Tarım ve Orman Bakanlığı tarafından yapılan açıklamalara göre, zirai donun vurduğu iller arasında Adana, Mersin, Ankara, Konya, İzmir, Aydın gibi tarım açısından kritik öneme sahip olan bölgeler başta geliyor. Özellikle sebze, meyve ve tahıl ürünlerinde büyük kayıplar yaşanırken, yerel pazarlar üzerindeki etkisi de hissediliyor. İlk belirlemelere göre, don olaylarının üretim kayıplarının yanı sıra, çiftçilerin mali yükümlülüklerini de zorlaştırması bekleniyor.
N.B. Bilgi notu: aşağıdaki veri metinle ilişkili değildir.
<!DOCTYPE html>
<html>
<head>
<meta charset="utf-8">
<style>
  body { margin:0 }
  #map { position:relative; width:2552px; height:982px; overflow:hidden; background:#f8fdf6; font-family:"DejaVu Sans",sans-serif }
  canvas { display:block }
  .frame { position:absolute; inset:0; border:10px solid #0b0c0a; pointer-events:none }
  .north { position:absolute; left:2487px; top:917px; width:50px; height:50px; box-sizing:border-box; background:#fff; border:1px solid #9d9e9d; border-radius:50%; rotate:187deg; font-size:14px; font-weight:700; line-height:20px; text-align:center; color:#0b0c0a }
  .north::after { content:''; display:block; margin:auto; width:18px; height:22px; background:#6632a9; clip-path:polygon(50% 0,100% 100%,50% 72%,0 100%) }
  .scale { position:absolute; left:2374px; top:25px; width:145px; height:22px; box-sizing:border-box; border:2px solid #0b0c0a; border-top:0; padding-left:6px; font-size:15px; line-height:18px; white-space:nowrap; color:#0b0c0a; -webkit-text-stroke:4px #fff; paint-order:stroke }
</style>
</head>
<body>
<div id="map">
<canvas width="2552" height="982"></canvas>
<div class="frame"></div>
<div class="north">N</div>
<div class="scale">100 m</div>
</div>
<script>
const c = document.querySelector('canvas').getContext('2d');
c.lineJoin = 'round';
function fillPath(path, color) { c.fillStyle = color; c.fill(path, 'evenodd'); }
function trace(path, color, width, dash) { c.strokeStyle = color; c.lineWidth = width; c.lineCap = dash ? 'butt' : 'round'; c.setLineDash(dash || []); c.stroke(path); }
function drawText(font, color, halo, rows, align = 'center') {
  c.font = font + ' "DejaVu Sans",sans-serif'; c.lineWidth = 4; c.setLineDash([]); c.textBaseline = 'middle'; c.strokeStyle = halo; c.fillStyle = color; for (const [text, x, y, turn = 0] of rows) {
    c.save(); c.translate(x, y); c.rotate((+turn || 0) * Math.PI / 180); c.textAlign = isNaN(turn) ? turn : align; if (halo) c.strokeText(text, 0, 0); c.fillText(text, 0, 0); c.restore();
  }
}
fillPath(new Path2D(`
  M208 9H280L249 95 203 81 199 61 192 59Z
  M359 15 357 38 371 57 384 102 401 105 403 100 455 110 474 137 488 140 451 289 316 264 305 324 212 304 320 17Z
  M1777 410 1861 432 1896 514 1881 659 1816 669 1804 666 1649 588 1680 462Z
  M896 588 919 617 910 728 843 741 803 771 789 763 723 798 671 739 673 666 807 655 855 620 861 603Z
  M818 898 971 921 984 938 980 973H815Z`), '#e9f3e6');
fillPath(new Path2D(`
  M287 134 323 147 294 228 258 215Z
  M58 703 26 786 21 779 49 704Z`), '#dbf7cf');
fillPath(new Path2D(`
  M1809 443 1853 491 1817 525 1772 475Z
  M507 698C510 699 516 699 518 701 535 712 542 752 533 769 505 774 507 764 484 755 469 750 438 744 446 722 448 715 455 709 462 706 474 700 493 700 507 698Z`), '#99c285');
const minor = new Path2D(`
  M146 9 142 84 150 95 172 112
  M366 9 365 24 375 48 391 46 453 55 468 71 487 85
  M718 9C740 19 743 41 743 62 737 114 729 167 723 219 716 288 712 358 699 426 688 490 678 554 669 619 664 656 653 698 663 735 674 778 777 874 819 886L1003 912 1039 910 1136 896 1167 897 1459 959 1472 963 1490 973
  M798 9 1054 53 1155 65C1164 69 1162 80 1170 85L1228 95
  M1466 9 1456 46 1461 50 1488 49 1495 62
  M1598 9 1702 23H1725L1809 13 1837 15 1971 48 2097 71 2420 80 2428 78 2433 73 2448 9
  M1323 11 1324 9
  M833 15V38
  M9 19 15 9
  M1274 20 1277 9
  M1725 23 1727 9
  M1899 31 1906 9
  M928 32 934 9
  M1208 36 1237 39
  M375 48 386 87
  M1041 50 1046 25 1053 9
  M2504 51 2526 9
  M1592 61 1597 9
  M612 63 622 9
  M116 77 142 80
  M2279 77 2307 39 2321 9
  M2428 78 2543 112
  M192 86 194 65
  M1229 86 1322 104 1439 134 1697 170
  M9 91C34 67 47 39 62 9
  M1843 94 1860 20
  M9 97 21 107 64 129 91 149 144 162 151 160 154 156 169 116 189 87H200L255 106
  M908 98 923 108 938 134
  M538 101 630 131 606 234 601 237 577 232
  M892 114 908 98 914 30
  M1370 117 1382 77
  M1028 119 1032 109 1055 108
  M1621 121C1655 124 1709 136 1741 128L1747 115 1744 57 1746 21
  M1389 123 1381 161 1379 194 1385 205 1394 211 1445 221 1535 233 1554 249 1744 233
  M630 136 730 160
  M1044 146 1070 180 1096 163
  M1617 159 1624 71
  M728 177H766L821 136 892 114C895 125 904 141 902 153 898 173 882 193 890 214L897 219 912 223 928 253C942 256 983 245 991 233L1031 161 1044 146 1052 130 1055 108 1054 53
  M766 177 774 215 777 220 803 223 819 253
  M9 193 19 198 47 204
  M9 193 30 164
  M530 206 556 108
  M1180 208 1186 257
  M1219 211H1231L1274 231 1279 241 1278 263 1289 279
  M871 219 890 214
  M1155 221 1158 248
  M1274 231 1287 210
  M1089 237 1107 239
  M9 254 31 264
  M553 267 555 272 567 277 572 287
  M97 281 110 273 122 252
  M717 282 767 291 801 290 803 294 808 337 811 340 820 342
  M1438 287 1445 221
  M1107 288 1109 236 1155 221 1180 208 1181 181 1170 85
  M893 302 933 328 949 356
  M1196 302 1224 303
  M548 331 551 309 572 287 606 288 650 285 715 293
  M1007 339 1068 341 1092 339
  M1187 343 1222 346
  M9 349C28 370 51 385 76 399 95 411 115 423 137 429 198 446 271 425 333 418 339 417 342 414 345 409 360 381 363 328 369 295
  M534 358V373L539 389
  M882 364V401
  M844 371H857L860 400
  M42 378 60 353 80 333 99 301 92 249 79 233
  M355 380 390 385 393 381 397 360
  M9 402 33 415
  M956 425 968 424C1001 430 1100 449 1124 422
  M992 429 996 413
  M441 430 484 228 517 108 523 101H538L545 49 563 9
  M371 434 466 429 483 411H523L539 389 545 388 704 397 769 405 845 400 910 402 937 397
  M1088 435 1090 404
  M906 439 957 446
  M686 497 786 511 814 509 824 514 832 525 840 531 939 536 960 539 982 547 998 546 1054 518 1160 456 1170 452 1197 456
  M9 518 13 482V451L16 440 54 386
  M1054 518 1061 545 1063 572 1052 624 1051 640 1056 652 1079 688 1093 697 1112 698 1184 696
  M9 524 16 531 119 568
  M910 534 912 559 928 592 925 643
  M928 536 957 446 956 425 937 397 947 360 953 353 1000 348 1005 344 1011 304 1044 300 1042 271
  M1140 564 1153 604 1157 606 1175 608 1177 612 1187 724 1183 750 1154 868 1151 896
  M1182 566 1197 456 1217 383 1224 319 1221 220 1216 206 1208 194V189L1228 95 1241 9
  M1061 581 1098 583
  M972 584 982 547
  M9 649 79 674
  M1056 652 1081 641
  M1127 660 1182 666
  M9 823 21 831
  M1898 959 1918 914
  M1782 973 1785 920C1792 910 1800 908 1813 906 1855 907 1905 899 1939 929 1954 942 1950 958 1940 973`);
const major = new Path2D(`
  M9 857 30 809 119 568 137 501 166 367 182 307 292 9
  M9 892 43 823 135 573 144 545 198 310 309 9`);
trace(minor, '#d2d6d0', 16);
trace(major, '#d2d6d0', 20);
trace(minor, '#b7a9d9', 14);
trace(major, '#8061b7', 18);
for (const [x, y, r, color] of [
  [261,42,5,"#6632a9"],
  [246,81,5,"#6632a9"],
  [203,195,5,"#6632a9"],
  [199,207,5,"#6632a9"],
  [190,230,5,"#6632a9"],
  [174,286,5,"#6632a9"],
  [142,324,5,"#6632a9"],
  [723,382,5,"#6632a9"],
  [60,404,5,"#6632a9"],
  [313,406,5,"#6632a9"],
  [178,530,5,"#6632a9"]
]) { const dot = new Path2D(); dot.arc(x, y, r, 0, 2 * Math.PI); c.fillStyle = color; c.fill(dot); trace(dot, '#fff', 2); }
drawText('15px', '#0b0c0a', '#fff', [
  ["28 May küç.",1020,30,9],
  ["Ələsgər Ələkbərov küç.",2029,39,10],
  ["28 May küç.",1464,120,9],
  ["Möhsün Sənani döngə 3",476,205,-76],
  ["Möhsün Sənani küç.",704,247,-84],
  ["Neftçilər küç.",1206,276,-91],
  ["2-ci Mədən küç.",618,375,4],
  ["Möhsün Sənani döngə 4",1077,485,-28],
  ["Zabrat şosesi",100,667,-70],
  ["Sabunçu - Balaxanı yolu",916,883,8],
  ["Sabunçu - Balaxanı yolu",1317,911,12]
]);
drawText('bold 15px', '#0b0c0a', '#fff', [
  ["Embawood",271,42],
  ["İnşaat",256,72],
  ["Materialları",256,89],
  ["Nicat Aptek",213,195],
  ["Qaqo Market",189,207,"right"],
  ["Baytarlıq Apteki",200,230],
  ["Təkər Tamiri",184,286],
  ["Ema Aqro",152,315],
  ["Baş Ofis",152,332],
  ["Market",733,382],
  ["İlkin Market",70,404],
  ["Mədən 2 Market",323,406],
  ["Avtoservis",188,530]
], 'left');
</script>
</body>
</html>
Birçok çiftçi, yıllardır uğraş verdikleri tarım arazilerinde ani kayıplar nedeniyle ağır bir mağduriyet yaşayabilir.
Bu duruma maruz kalan çiftçilerin gözleri devletten gelecek destek paketlerine çevrildi. Uzmanlar, bu tür doğal afetlere karşı çiftçilerin sigorta yaptırmalarının önemini vurgularken, acil destek ihtiyaçlarının da mutlaka göz önünde bulundurulması gerektiğini belirtiyor. Zirai don olaylarının önlenmesi için daha önceden alınacak önlemlerin hayati önem taşıdığı ifade edilirken, çiftçilere yönelik eğitim programlarının arttırılması ve erken uyarı sistemlerinin etkin kullanımının gerekliliği üzerinde duruluyor. Ayrıca, hükümetin çiftçilere destek vermesi ve uygulanan tarım politikalarının gözden geçirilmesi için bir eylem planı oluşturulması gerektiği önerileri gündeme geldi.
Son olarak, çiftçilerin bu tür doğal afetlerle karşılaşmaması için daha dayanıklı tarım yöntemlerinin teşvik edilmesi gerektiği konusunda fikir birliği sağlanıyor. Uzmanlar, iklim değişikliği ve doğa olaylarının önceden tahmin edilebilir olmasının mümkün olmadığını fakat bu tür olaylarda alınacak önlemlerle kayıpların en aza indirgenebileceğini de vurguladı. Zirai donun yol açtığı bu tür olayların, çiftçilerin psiko-sosyal durumlarını da etkileyebileceği ve bunun da ekonomik darboğaza yol açabileceği düşünülüyor. Türkiye’nin geleceği için tarım sektöründe kalıcı çözümler geliştirmek elzem hale geliyor.